Prompt
Once the pictures are set aside, retype the remaining entries exactly.

Records for processing
-=-=-=-=-

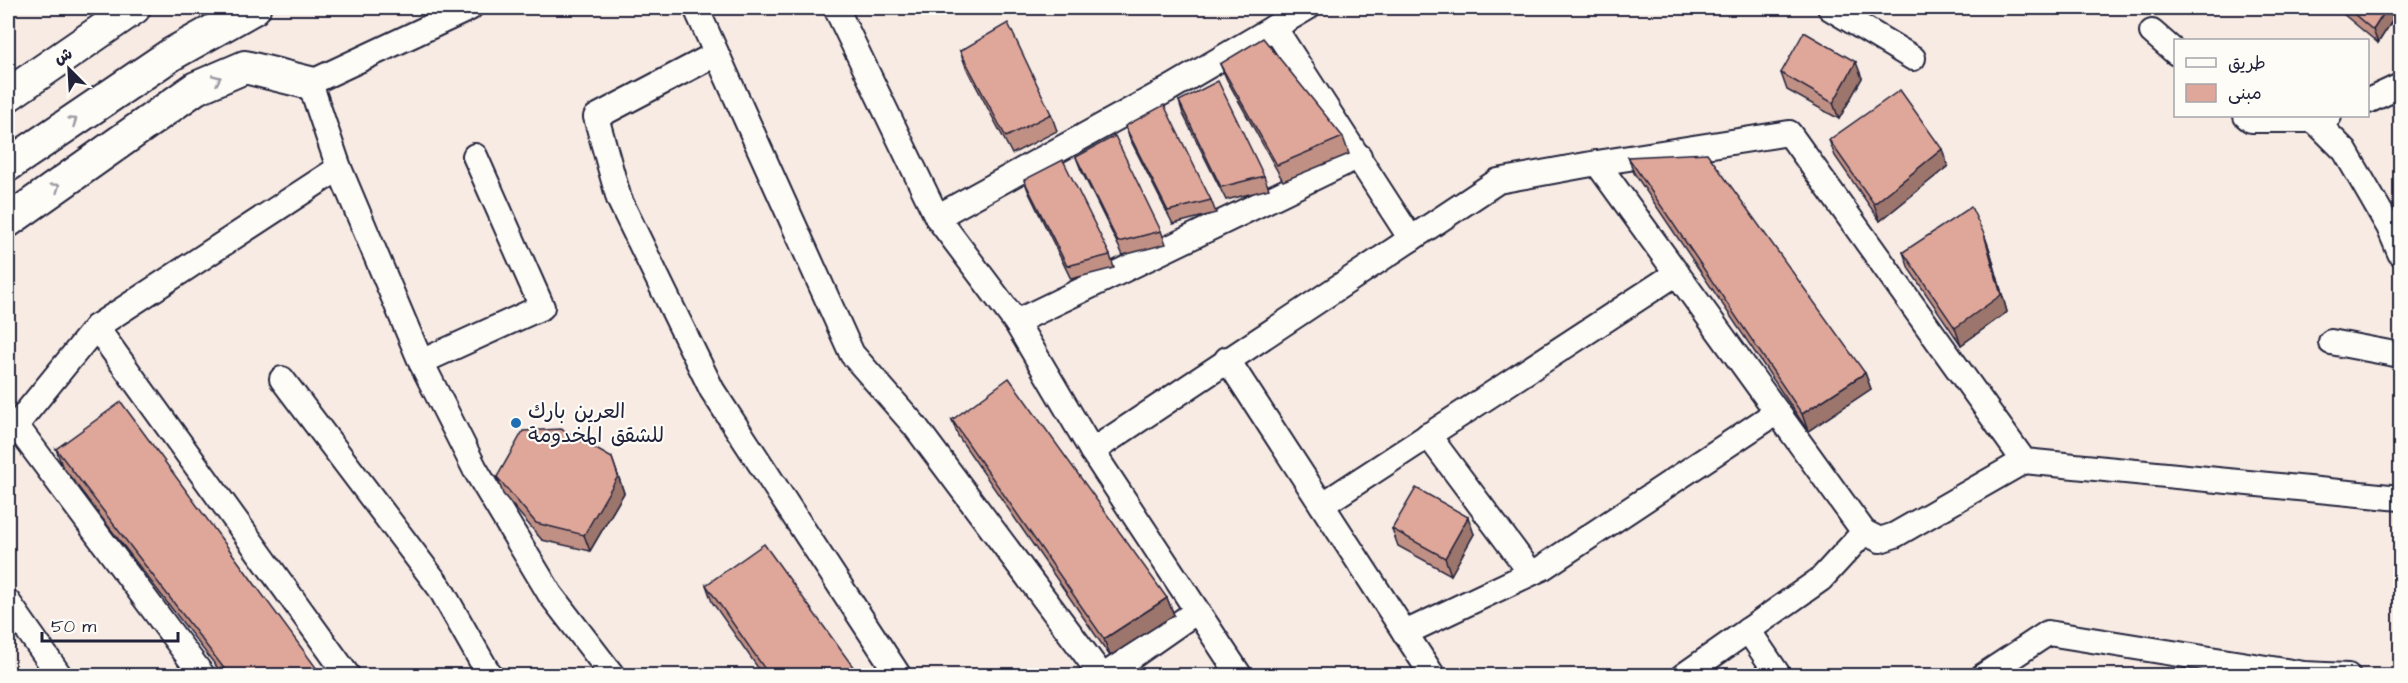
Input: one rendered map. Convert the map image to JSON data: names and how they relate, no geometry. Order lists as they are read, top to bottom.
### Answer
{
  "places": ["العرين بارك للشقق المخدومة"],
  "legend": ["طريق", "مبنى"],
  "scale_bar": "50 m",
  "north": "top left"
}
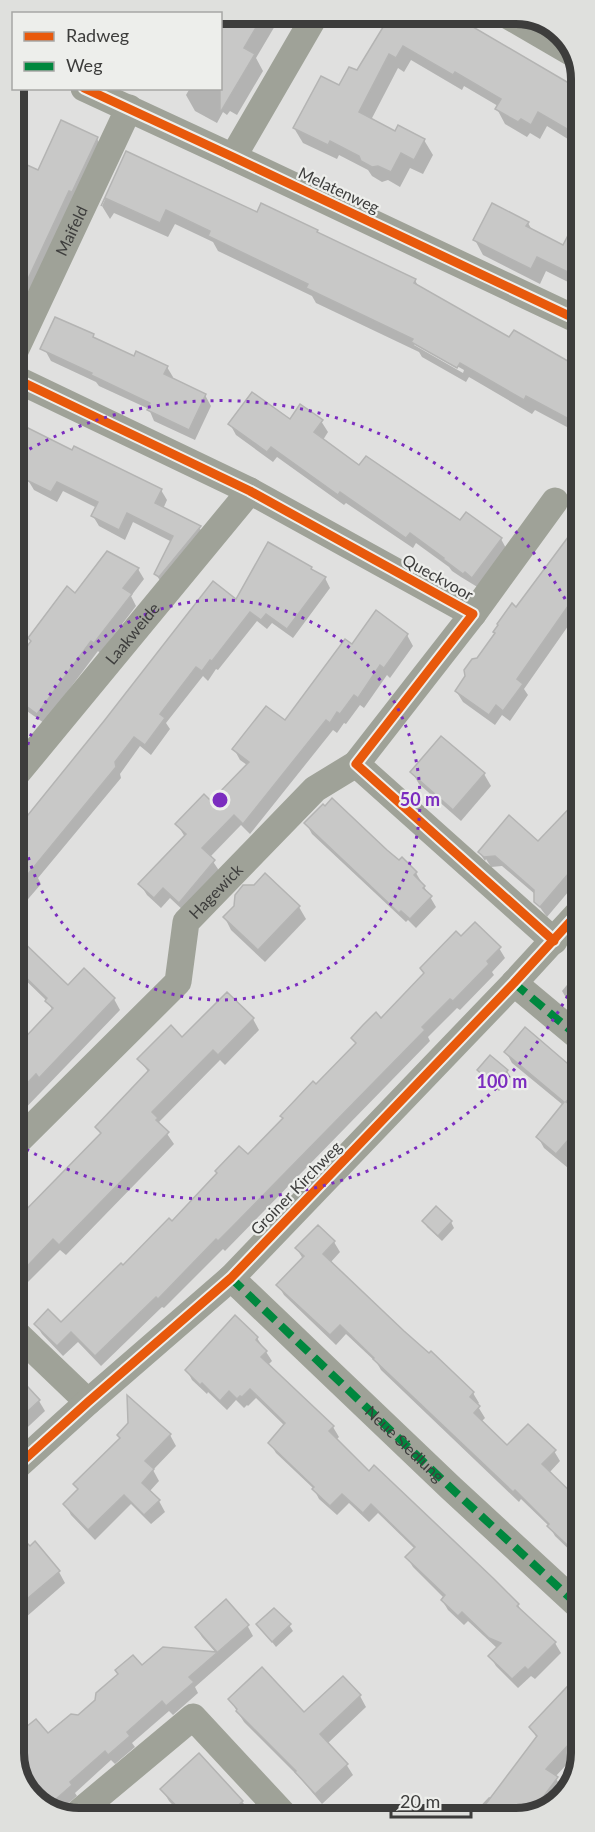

-=-=-=-=-

Result of this task
Input: one rendered map. Convert the map image to JSON data: names and how they relate, no geometry. Order lists as they are read, top to bottom.
### Answer
{
  "places": ["العرين بارك للشقق المخدومة"],
  "legend": ["طريق", "مبنى"],
  "scale_bar": "50 m",
  "north": "top left"
}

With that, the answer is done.